L'auteur des Laurentiennes est avant tout un joyeux ecrivain, aimant à dérider le front soucieux de ses lecteurs. Le style étant l'homme, son aimable nature a dû se réfléter dans ce qu'il a produit. Aussi, admire-t-on dans ce recueil maintes chansonnettes fort allègres et réussies: c'est là où M. Sulte prime véritablement. C'est la fleur de son bouquet littéraire qu'il cultive le mieux à notre avis.

Les Laurentiennes ne sont pas sans doute parfaites; mais c'est un livre qui aura les suffrages du public après avoir obtenu les éloges de la presse.

Comme il a droit à une appréciation plus étendue, nous laisserons cette étude critique à la plume finement taillée de M. A. B. Routhier, qui nous a promis une causerie sur les Laurentiennes pour notre prochaine livraison.

En terminant, disons que l'éditeur de la Revue ne pouvait offrir un plus élégant cadeau aux abonnés, car il a su faire honneur à l'œuvre en y mettant un luxe typographique vraiment recherché.

JOSEPH TASSÉ.

Le dernier chant du Cygne sur le tumulus du gallicanisme.-Réponse à Mgr. Dupanloup, par Mgr. de Birtha. Montréal, des presses à vapeur de la Minerve.

Cette brochure remet dans un seul cadre le travail que le savant auteur a publié sous forme de chronique, dans quelques numéros de la Minerve, en réponse à Mgr. d'Orléans sur l'inopportunité de déclarer dogme l'infaillibilité du Pape.

Une lettre de Mgr. de Birtha à M. le Rédacteur, publiée en tête de cette brochure explique comment ce journal a été favorisé d'une communication qui ne lui était pas d'abord destinée.

La forme adoptée par l'éloquent prélat ne trouvera peut-être pas grâce devant ces esprits fortement charpentés qui ne tiennent un article pour valable que lorsqu'il est rembourré de textes et d'autorités, qu'il a la puissance de charger le cerveau comme un plat de résistance l'estomac d'un gourmet, de ces gens enfin qui n'admettent pas, parcequ'ils ont un appétit exceptionnel que des poitrines plus faibles ont besoin d'une nourriture plus légère.

Mais il est inutile d'insister sur un fait qui saute aux yeux de tous ceux qui connaissent le goût et la manière d'apprécier de la généralité des lecteurs auxquels cette chronique s'adresse.

Le but de Mgr. de Birtha n'était pas de faire de la littérature, mais de répondre immédiatement à la sortie de l'évêque d'Orléans à mesure qu'elle se produisait devant le public, et comme disent très-bien les éditeurs de cette brochure" de faire parvenir l'antidote en même temps que le breuvage malsain aux lecteurs."

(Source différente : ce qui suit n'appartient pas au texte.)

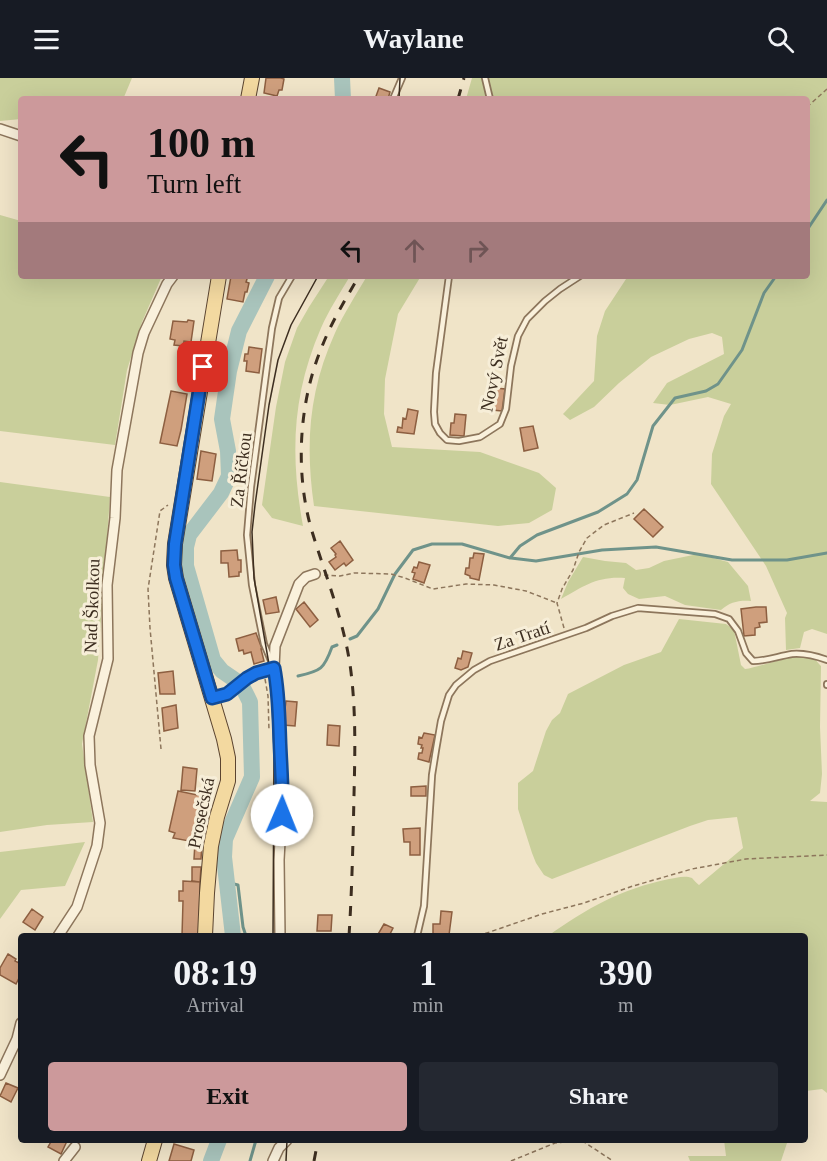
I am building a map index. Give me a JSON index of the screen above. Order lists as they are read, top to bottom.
{
  "streets": {
    "main road": ["Prosečská"],
    "street": ["Nad Školkou"],
    "lane": ["Nový Svět", "Za Říčkou", "Za Tratí"]
  },
  "page": {
    "header": "Waylane",
    "turn": ["100 m", "Turn left"],
    "eta": [
      "08:19",
      "Arrival",
      "1",
      "min",
      "390",
      "m"
    ],
    "buttons": ["Exit", "Share"]
  }
}
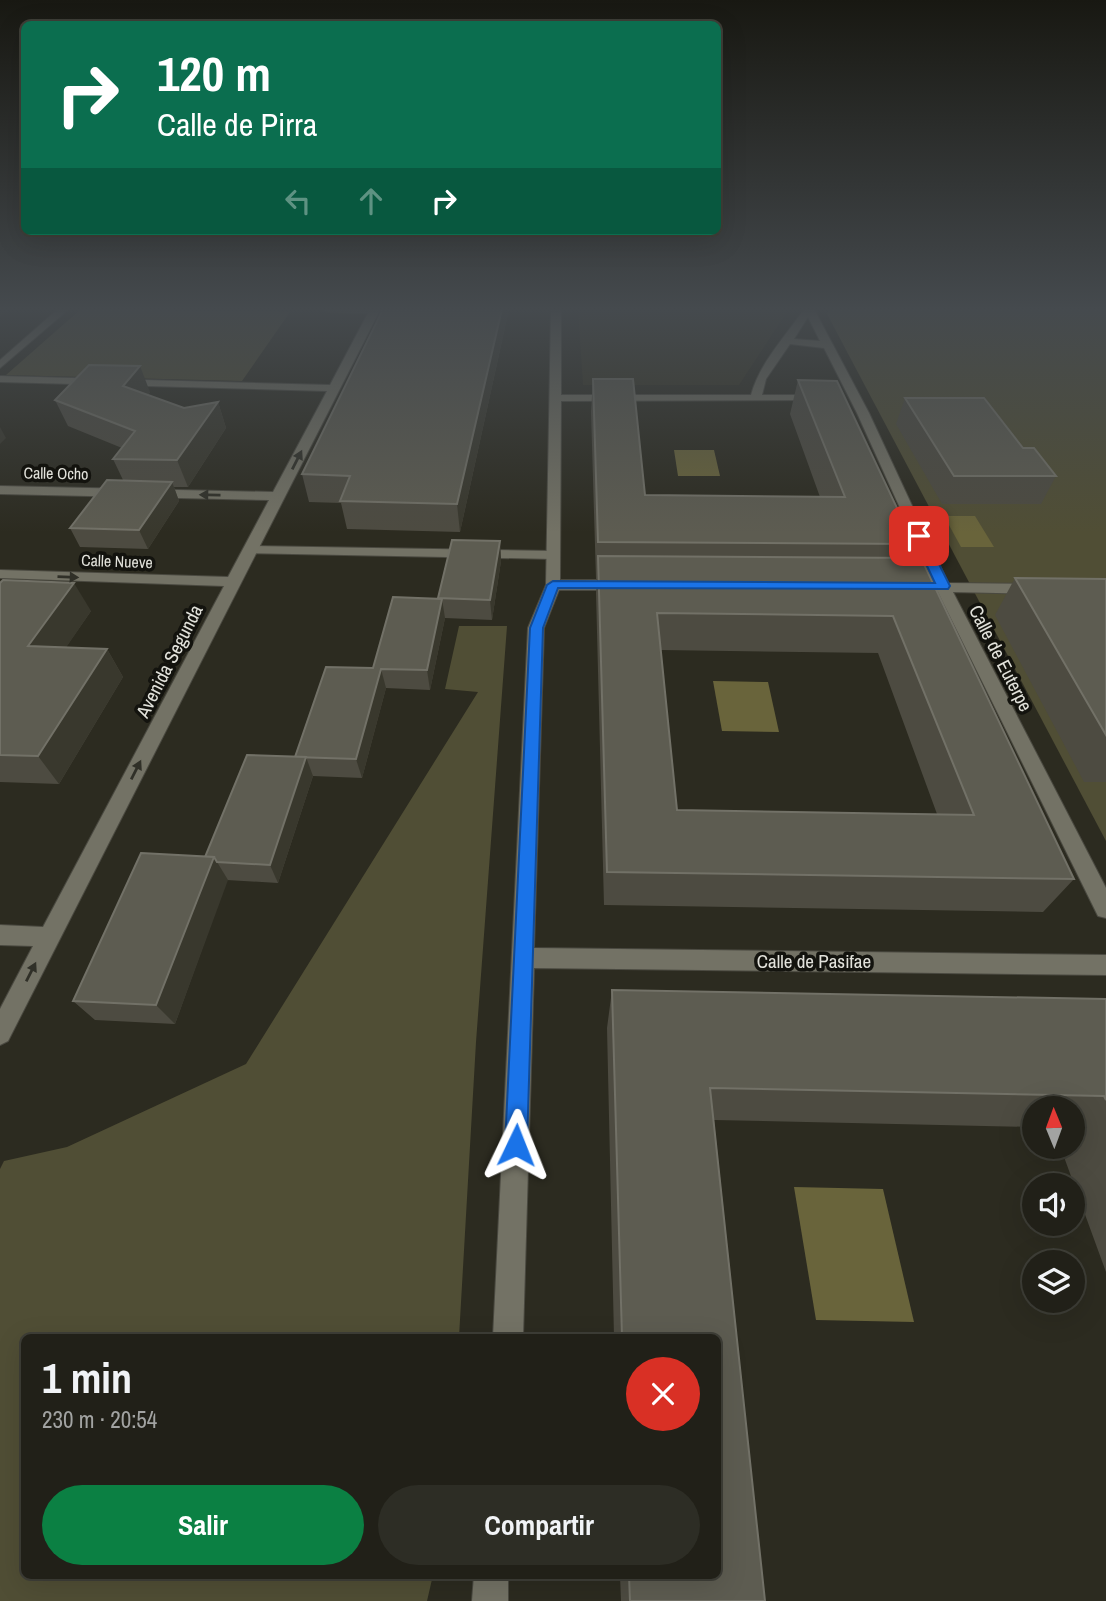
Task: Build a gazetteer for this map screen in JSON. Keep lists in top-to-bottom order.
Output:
{
  "streets": {
    "street": [
      "Calle Ocho",
      "Calle Nueve",
      "Calle de Euterpe",
      "Avenida Segunda",
      "Calle de Pasifae"
    ]
  },
  "crossings": [
    ["Calle Ocho", "Avenida Segunda"],
    ["Calle Nueve", "Avenida Segunda"]
  ],
  "one_way": ["Calle Nueve", "Avenida Segunda"],
  "north": "top",
  "page": {
    "turn": ["120 m", "Calle de Pirra"],
    "heading": ["1 min", "230 m · 20:54"],
    "buttons": ["Salir", "Compartir"]
  }
}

Il était autorisé plus que qui que ce soit à traiter sur le ton qu'il l'a fait, le chef du gallicanisme.

La manière qu'il a adoptée lui a permis de faire ressortir d'avantage peutêtre la position fausse et malheureusement absurde où peut se trouver le plus grand talent lorsqu'il cesse pour un instant de suivre le sentier de la vérité.

Un laïque pouvait se trouver mal-à-l'aise à dénoncer l'opinion hérétodoxe d'un écrivain qui pour donner plus d'autorité à sa parole met en évidence sa dignité épiscopale et donne à son écrit un caractère officiel.

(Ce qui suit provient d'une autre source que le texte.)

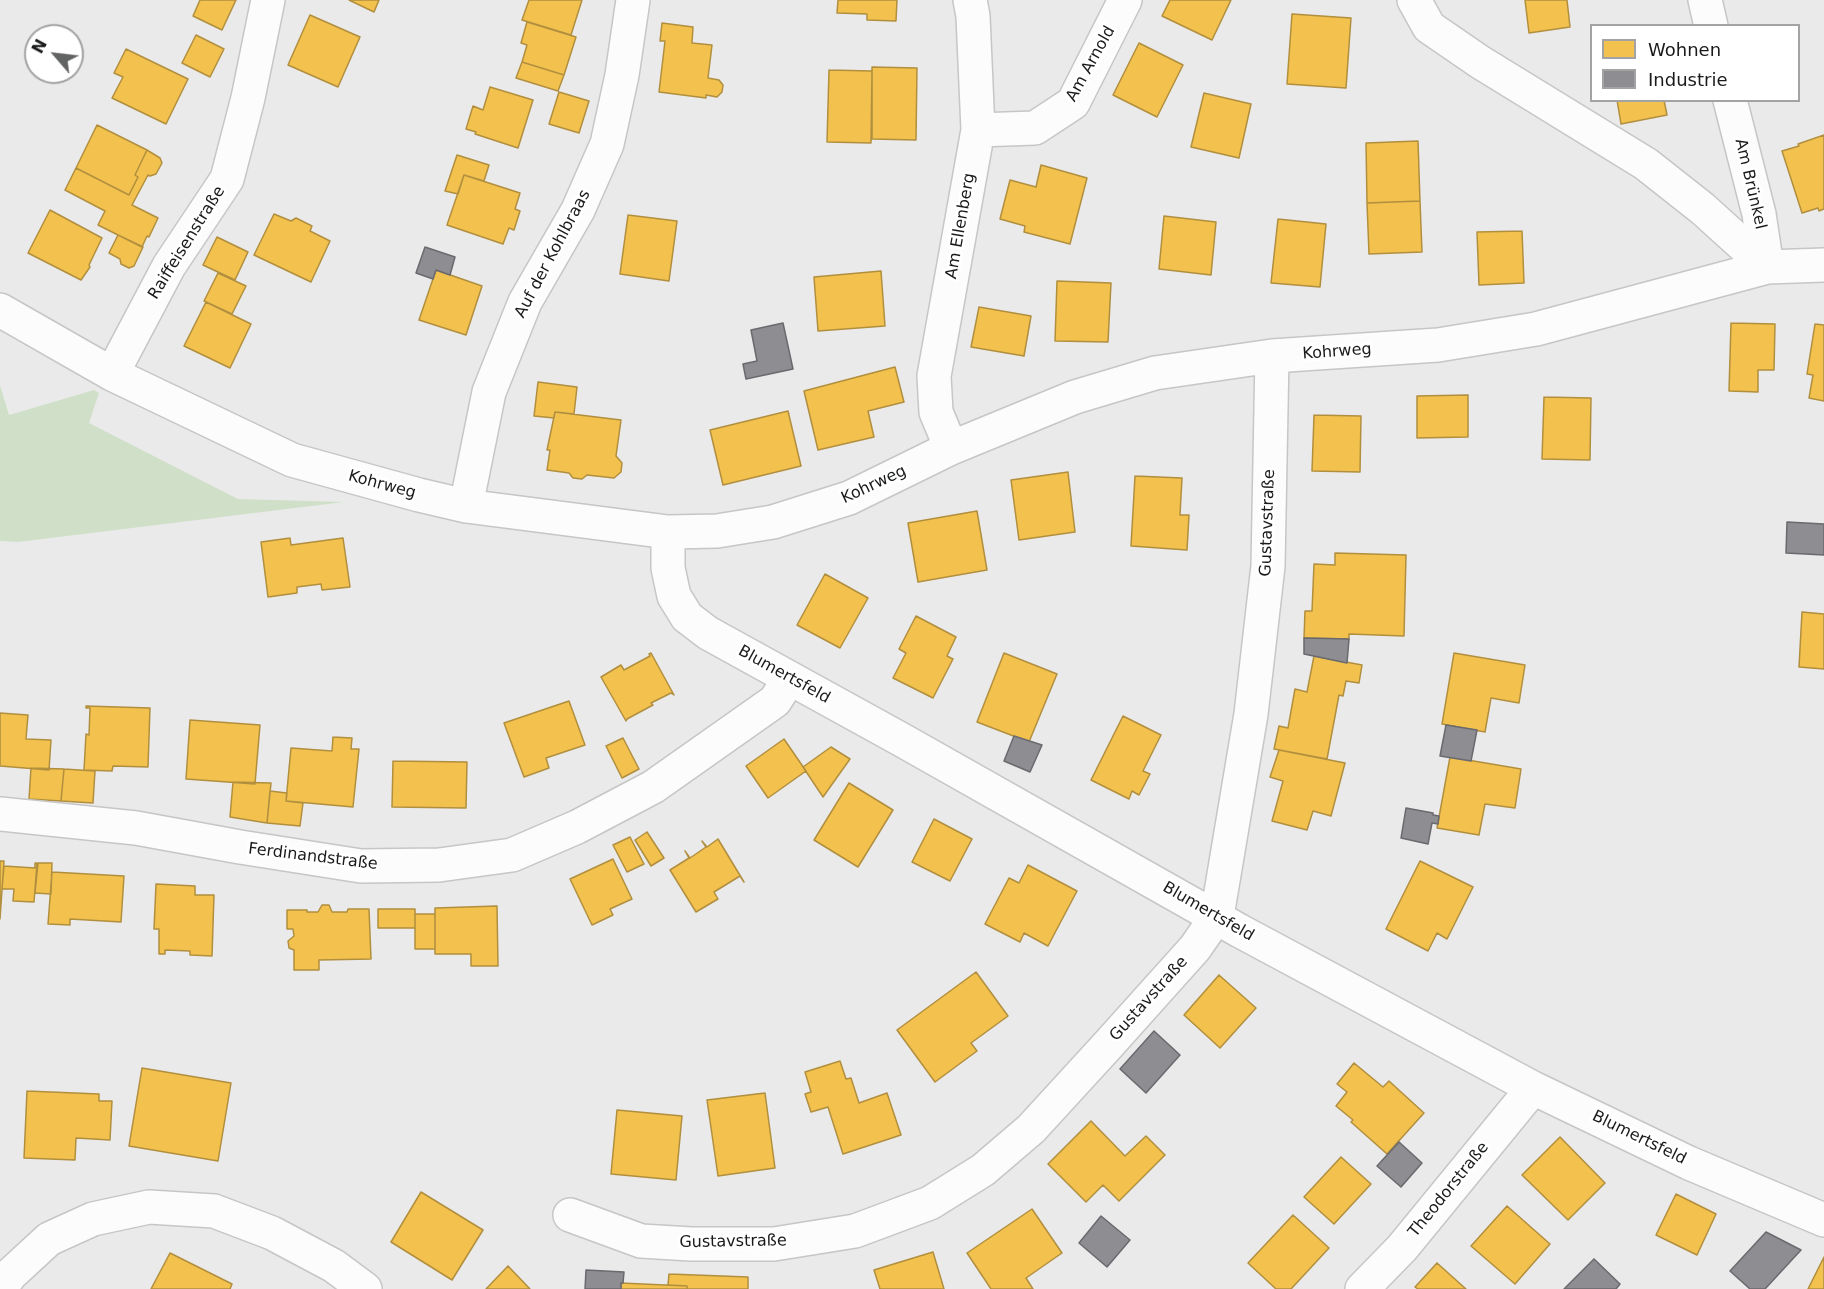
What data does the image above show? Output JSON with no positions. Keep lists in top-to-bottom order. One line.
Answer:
{"streets":{"street":["Am Arnold","Am Brünkel","Am Ellenberg","Raiffeisenstraße","Auf der Kohlbraas","Kohrweg","Gustavstraße","Blumertsfeld","Ferdinandstraße","Theodorstraße"]},"crossings":[["Am Arnold","Am Ellenberg"],["Am Brünkel","Kohrweg"],["Am Ellenberg","Kohrweg"],["Raiffeisenstraße","Kohrweg"],["Auf der Kohlbraas","Kohrweg"],["Kohrweg","Gustavstraße"],["Kohrweg","Blumertsfeld"],["Gustavstraße","Blumertsfeld"],["Blumertsfeld","Ferdinandstraße"],["Blumertsfeld","Theodorstraße"]],"legend":["Wohnen","Industrie"],"north":"top left"}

Mais ici la discussion s'engage sur un terrain d'égalité et c'est ce qui doit être apprécié pour juger du ton de cette brochure.

Mgr. Pinsonneault signale d'abord toutes les contradictions qui existent entre la parole et les écrits de l'éloquent auteur du manifeste sur cette question d'opportunité. Il fait voir la différence de sentiments qui agitent Mgr. Dupanloup, et ceux qu'entretiennent les évêques de tous les autres diocèses de France: chez le premier, inquiétude, alarme à l'occasion du Concile; chez les autres, joie, espérance et foi dans le prochain triomphe de l'Eglise.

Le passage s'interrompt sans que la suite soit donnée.